Ich hatte die Gelegenheit, verschiedene Länder auf verschiedenen Kontinenten zu besuchen, und ich habe überall menschliche Gesichter gefunden. Wo immer ich hingehe, lächle ich, und im Großen und Ganzen reagieren die Menschen freundlich.
Frieden wird nicht vom Himmel fallen. Er hängt davon ab, ob wir einen echten Sinn für Brüderlichkeit und Schwesternschaft entwickeln. Oberflächlich betrachtet gibt es Unterschiede zwischen uns, aber sie sind kein Grund, gegen andere zu kämpfen. Wir müssen eine friedliche, waffenfreie Welt zu unserem Ziel machen. Wenn Meinungsverschiedenheiten auftreten, müssen wir sie durch Gespräche lösen. Waffen haben keinen Nutzen.

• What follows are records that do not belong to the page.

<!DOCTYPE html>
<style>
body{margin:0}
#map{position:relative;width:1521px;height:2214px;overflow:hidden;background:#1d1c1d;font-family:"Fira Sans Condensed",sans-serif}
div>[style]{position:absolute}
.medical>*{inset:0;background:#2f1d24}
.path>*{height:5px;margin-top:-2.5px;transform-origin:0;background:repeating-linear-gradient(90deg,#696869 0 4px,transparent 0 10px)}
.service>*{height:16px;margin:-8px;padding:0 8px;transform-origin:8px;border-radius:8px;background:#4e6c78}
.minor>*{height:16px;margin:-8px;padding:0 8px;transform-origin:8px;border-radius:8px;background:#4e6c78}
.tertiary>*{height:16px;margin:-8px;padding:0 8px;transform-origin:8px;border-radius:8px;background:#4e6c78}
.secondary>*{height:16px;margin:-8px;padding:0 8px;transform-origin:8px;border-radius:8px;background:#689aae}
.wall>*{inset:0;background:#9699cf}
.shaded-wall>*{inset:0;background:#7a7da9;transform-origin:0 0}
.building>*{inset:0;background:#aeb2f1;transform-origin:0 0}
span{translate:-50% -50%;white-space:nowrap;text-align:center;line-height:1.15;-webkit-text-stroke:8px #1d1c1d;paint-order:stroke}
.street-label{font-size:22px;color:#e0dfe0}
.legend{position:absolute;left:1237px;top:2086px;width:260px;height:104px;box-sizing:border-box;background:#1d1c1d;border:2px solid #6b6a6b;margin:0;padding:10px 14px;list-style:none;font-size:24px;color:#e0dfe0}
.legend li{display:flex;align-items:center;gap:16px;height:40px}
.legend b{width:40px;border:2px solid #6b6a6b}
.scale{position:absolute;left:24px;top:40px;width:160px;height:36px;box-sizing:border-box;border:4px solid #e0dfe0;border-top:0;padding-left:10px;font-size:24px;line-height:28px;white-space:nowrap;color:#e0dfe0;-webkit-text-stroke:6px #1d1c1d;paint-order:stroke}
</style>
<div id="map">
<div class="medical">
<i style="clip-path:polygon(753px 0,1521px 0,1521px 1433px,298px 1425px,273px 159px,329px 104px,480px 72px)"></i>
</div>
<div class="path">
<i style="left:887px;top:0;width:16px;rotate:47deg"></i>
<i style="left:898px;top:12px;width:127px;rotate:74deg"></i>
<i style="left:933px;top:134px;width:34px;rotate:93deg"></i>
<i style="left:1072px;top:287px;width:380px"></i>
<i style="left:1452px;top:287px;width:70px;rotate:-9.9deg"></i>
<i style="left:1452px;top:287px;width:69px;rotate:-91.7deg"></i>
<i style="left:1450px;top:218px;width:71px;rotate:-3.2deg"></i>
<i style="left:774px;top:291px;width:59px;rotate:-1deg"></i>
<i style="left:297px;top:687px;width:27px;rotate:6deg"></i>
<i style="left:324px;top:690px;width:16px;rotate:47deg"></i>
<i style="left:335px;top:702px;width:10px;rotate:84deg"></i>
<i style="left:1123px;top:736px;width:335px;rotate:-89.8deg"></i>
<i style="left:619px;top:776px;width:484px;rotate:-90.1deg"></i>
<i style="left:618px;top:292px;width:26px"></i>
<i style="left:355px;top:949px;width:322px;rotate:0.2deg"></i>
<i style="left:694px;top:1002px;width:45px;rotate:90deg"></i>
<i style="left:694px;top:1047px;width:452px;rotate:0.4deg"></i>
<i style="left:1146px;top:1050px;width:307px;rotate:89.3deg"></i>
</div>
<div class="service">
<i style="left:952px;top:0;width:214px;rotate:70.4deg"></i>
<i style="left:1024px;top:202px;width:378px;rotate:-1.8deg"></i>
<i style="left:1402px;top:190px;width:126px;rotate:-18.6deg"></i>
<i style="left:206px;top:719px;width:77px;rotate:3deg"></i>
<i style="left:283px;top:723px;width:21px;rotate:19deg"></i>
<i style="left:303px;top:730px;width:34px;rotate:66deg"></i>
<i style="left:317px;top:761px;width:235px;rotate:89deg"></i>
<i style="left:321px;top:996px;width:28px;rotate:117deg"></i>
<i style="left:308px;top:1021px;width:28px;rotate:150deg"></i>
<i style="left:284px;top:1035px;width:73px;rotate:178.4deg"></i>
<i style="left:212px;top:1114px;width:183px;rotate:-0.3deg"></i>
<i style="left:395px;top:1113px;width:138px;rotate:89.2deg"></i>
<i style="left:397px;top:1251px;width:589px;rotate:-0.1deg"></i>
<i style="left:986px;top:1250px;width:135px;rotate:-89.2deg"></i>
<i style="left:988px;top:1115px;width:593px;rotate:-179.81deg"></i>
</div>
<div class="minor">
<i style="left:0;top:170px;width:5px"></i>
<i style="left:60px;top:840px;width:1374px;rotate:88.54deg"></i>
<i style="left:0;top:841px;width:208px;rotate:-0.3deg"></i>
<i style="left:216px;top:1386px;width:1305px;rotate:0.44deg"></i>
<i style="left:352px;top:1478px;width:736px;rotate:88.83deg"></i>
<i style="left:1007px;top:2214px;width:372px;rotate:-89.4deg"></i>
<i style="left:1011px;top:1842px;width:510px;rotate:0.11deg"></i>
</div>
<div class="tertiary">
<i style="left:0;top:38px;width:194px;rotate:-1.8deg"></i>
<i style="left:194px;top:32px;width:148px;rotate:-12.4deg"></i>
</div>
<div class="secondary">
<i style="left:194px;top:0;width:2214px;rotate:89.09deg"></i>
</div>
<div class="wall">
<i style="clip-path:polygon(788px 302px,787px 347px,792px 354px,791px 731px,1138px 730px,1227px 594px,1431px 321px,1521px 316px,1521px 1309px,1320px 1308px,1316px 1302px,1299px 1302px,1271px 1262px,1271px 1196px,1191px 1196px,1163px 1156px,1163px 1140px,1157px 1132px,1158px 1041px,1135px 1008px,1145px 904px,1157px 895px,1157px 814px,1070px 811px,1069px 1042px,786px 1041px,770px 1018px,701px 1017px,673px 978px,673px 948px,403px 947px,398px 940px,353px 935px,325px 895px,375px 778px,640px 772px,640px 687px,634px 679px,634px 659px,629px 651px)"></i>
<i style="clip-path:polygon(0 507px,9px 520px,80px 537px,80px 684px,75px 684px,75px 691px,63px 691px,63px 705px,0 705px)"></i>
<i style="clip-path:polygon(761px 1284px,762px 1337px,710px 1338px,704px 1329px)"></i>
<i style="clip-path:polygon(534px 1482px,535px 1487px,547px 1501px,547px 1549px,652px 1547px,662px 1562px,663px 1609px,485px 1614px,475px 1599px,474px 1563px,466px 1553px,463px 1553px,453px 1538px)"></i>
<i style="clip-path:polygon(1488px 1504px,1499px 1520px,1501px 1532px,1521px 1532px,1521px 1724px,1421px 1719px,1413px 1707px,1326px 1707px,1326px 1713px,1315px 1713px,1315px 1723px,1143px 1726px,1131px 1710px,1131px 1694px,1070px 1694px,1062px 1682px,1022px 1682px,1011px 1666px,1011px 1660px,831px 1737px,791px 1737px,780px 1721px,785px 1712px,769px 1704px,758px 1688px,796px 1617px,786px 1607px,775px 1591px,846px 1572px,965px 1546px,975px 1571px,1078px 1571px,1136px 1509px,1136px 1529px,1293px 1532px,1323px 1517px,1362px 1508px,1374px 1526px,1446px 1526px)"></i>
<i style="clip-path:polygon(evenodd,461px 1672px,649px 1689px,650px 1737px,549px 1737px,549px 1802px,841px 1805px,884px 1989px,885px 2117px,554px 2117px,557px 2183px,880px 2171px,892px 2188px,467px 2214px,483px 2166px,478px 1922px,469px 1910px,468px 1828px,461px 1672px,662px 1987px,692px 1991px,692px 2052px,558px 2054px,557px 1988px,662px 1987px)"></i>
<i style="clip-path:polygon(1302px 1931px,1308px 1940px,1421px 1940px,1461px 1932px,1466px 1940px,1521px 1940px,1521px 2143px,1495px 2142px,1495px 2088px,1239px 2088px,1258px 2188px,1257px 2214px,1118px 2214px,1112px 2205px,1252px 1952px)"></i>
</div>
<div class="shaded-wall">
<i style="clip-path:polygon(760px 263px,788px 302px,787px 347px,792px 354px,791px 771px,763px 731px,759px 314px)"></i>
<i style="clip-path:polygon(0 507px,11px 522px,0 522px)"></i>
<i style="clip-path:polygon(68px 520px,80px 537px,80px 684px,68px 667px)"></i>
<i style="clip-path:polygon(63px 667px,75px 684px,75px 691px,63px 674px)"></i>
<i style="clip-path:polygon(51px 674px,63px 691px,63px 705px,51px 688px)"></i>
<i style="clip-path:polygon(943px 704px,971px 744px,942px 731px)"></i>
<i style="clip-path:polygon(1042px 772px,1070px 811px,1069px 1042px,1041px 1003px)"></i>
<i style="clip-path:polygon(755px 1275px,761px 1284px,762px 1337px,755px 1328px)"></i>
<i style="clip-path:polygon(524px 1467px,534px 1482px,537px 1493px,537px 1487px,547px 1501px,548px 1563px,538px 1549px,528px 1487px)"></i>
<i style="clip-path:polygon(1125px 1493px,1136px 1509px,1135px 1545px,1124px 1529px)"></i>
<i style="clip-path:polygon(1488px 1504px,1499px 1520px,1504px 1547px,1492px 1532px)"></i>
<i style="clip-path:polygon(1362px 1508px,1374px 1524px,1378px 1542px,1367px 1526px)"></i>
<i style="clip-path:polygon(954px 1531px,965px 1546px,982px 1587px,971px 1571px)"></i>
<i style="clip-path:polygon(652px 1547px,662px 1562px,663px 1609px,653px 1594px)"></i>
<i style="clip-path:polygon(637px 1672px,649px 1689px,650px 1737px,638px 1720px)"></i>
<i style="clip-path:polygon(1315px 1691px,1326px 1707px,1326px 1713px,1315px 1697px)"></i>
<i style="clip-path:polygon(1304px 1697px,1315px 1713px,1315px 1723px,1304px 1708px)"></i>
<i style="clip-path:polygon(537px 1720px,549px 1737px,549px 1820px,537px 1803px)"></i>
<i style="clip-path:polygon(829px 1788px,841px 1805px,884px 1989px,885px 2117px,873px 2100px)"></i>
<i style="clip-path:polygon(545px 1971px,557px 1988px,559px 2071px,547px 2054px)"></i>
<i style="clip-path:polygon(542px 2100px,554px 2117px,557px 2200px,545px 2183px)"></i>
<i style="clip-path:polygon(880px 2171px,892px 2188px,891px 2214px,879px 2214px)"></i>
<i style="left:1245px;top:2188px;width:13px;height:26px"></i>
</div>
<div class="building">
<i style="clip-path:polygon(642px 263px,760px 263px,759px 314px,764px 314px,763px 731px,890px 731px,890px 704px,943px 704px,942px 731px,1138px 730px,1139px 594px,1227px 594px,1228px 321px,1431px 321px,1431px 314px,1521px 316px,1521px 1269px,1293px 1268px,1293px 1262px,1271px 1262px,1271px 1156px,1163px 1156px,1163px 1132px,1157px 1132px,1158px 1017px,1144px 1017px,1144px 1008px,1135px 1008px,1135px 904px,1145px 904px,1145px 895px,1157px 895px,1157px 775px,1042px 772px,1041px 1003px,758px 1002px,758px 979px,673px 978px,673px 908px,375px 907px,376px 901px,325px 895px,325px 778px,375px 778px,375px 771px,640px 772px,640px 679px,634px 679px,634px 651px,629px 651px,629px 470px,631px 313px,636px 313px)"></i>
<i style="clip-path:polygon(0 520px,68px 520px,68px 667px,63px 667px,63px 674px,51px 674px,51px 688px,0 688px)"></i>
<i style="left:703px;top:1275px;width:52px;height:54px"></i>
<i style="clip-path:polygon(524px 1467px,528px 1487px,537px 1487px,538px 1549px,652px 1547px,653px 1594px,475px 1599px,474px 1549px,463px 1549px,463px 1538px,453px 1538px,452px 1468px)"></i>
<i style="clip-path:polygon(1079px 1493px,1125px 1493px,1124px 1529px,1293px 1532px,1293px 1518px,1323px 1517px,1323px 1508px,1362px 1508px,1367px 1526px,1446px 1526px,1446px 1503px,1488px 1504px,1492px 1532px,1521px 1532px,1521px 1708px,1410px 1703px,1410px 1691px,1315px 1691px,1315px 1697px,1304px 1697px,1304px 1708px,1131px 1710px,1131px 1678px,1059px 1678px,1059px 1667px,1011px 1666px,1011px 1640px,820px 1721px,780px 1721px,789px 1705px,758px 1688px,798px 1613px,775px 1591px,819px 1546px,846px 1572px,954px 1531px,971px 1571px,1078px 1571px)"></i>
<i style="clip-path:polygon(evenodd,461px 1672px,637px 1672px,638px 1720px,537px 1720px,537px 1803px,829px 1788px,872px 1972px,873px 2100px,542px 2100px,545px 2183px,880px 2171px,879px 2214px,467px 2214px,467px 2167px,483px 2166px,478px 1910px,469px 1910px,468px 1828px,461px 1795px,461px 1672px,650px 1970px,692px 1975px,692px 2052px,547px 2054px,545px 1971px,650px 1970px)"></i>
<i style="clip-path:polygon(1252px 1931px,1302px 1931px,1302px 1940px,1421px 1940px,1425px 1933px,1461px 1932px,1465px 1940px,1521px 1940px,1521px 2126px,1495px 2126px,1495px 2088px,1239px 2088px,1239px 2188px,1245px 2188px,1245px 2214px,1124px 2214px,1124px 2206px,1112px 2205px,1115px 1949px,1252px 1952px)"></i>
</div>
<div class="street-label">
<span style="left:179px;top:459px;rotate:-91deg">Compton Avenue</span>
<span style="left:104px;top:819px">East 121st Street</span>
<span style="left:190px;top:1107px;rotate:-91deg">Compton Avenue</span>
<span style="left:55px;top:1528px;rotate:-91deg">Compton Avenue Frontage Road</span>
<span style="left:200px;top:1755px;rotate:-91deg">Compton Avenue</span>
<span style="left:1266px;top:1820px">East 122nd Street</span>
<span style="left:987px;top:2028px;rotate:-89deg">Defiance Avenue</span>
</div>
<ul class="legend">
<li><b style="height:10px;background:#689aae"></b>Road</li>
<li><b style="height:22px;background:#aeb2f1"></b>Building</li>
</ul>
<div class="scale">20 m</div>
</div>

Das ist es, was ich mit meinen jungen Brüdern und Schwestern hier vermitteln möchte.“
Seine Heiligkeit stellte fest, dass westliche Werte dazu neigen, sich auf materielle Ziele zu konzentrieren, während die Menschen im alten Indien die Funktionsweise des Geistes erforschten. Sie erkannten, dass wir ein Sinnesbewusstsein haben, schätzten aber auch die Bedeutung des geistigen Bewusstseins. Sie lernten, dass sich beim Sterben unser gröberer Geist in unseren subtileren Geist auflöst. Dies kann auch beim Einschlafen beobachtet werden. Seine Heiligkeit würdigte, dass indische Yogis, wie auch tibetische Mönche, tiefe Erfahrung in der Beschäftigung mit dem Geist haben.
Wenn wir den Prozess des Sterbens durchlaufen, lösen sich die Elemente des Körpers auf und die gröberen Ebenen des Geistes lösen sich in subtilere Ebenen auf. Dies führt zu den so genannten drei Visionen mit den 80 verschiedenen begrifflichen Wahrnehmungen: 33 während der Vision der Weißen Erscheinung, 40 während der Roten Vermehrung und schließlich sieben während des Schwarzen Nah-Erlangens.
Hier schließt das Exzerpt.